* **DATA FOR PROCESSING**

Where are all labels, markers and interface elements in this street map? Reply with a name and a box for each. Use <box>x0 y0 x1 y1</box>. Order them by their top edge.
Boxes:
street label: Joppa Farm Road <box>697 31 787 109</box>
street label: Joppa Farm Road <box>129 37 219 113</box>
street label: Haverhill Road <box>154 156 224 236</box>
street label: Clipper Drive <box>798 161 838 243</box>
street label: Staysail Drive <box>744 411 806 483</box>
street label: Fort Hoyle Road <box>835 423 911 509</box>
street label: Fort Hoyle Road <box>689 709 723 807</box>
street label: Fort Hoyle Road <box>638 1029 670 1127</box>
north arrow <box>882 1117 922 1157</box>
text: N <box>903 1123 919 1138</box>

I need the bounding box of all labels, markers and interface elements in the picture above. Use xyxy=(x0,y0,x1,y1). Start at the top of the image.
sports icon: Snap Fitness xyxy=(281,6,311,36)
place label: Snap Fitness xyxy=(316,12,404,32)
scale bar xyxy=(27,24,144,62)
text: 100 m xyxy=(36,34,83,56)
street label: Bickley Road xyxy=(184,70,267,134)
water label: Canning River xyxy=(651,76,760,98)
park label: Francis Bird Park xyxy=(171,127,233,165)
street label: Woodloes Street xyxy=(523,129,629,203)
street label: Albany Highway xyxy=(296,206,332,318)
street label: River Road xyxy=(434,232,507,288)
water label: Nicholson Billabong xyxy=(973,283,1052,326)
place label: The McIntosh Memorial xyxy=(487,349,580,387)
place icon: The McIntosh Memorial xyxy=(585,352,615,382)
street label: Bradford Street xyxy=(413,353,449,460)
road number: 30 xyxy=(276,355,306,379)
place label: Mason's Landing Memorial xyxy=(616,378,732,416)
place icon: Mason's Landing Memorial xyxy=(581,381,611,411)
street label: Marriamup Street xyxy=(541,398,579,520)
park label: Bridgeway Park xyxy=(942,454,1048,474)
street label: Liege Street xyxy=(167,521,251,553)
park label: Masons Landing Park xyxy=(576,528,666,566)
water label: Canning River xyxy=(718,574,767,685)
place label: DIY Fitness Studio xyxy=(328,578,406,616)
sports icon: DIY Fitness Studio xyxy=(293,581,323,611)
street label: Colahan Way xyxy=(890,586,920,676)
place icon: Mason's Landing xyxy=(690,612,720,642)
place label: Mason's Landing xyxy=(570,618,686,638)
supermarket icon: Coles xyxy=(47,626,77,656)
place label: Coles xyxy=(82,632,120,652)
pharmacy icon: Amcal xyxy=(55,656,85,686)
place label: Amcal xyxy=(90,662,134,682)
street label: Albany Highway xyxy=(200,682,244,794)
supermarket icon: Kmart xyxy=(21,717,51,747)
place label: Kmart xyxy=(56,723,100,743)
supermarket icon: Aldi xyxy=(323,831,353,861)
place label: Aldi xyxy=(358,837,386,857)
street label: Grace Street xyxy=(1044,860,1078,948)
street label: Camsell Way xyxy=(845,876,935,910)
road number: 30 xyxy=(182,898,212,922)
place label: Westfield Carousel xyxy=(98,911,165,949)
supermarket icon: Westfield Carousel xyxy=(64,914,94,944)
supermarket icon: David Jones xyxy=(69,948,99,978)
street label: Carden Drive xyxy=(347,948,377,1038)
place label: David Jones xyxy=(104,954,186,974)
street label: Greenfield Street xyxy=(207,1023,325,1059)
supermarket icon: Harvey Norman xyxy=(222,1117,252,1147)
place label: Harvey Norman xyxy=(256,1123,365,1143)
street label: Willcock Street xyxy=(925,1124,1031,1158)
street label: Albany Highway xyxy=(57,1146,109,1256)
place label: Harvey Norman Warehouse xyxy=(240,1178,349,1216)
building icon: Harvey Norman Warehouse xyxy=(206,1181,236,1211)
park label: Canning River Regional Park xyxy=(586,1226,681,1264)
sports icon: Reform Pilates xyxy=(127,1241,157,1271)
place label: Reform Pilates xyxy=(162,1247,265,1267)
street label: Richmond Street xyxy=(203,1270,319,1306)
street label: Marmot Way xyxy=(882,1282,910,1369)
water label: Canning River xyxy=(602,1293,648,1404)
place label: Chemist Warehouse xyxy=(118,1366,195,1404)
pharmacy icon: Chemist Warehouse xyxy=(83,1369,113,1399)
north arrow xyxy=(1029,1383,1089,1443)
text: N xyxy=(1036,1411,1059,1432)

* **TASK PROMPT**
Retype the listing. Match it exactly.

* **ANSWER FOR THIS EXERCISE**
Where are all labels, markers and interface elements in this street map? Reply with a name and a box for each. Use <box>x0 y0 x1 y1</box>. Order them by their top edge.
Boxes:
street label: Joppa Farm Road <box>697 31 787 109</box>
street label: Joppa Farm Road <box>129 37 219 113</box>
street label: Haverhill Road <box>154 156 224 236</box>
street label: Clipper Drive <box>798 161 838 243</box>
street label: Staysail Drive <box>744 411 806 483</box>
street label: Fort Hoyle Road <box>835 423 911 509</box>
street label: Fort Hoyle Road <box>689 709 723 807</box>
street label: Fort Hoyle Road <box>638 1029 670 1127</box>
north arrow <box>882 1117 922 1157</box>
text: N <box>903 1123 919 1138</box>

I need the bounding box of all labels, markers and interface elements in the picture above. Use xyxy=(x0,y0,x1,y1). Start at the top of the image.
sports icon: Snap Fitness xyxy=(281,6,311,36)
place label: Snap Fitness xyxy=(316,12,404,32)
scale bar xyxy=(27,24,144,62)
text: 100 m xyxy=(36,34,83,56)
street label: Bickley Road xyxy=(184,70,267,134)
water label: Canning River xyxy=(651,76,760,98)
park label: Francis Bird Park xyxy=(171,127,233,165)
street label: Woodloes Street xyxy=(523,129,629,203)
street label: Albany Highway xyxy=(296,206,332,318)
street label: River Road xyxy=(434,232,507,288)
water label: Nicholson Billabong xyxy=(973,283,1052,326)
place label: The McIntosh Memorial xyxy=(487,349,580,387)
place icon: The McIntosh Memorial xyxy=(585,352,615,382)
street label: Bradford Street xyxy=(413,353,449,460)
road number: 30 xyxy=(276,355,306,379)
place label: Mason's Landing Memorial xyxy=(616,378,732,416)
place icon: Mason's Landing Memorial xyxy=(581,381,611,411)
street label: Marriamup Street xyxy=(541,398,579,520)
park label: Bridgeway Park xyxy=(942,454,1048,474)
street label: Liege Street xyxy=(167,521,251,553)
park label: Masons Landing Park xyxy=(576,528,666,566)
water label: Canning River xyxy=(718,574,767,685)
place label: DIY Fitness Studio xyxy=(328,578,406,616)
sports icon: DIY Fitness Studio xyxy=(293,581,323,611)
street label: Colahan Way xyxy=(890,586,920,676)
place icon: Mason's Landing xyxy=(690,612,720,642)
place label: Mason's Landing xyxy=(570,618,686,638)
supermarket icon: Coles xyxy=(47,626,77,656)
place label: Coles xyxy=(82,632,120,652)
pharmacy icon: Amcal xyxy=(55,656,85,686)
place label: Amcal xyxy=(90,662,134,682)
street label: Albany Highway xyxy=(200,682,244,794)
supermarket icon: Kmart xyxy=(21,717,51,747)
place label: Kmart xyxy=(56,723,100,743)
supermarket icon: Aldi xyxy=(323,831,353,861)
place label: Aldi xyxy=(358,837,386,857)
street label: Grace Street xyxy=(1044,860,1078,948)
street label: Camsell Way xyxy=(845,876,935,910)
road number: 30 xyxy=(182,898,212,922)
place label: Westfield Carousel xyxy=(98,911,165,949)
supermarket icon: Westfield Carousel xyxy=(64,914,94,944)
supermarket icon: David Jones xyxy=(69,948,99,978)
street label: Carden Drive xyxy=(347,948,377,1038)
place label: David Jones xyxy=(104,954,186,974)
street label: Greenfield Street xyxy=(207,1023,325,1059)
supermarket icon: Harvey Norman xyxy=(222,1117,252,1147)
place label: Harvey Norman xyxy=(256,1123,365,1143)
street label: Willcock Street xyxy=(925,1124,1031,1158)
street label: Albany Highway xyxy=(57,1146,109,1256)
place label: Harvey Norman Warehouse xyxy=(240,1178,349,1216)
building icon: Harvey Norman Warehouse xyxy=(206,1181,236,1211)
park label: Canning River Regional Park xyxy=(586,1226,681,1264)
sports icon: Reform Pilates xyxy=(127,1241,157,1271)
place label: Reform Pilates xyxy=(162,1247,265,1267)
street label: Richmond Street xyxy=(203,1270,319,1306)
street label: Marmot Way xyxy=(882,1282,910,1369)
water label: Canning River xyxy=(602,1293,648,1404)
place label: Chemist Warehouse xyxy=(118,1366,195,1404)
pharmacy icon: Chemist Warehouse xyxy=(83,1369,113,1399)
north arrow xyxy=(1029,1383,1089,1443)
text: N xyxy=(1036,1411,1059,1432)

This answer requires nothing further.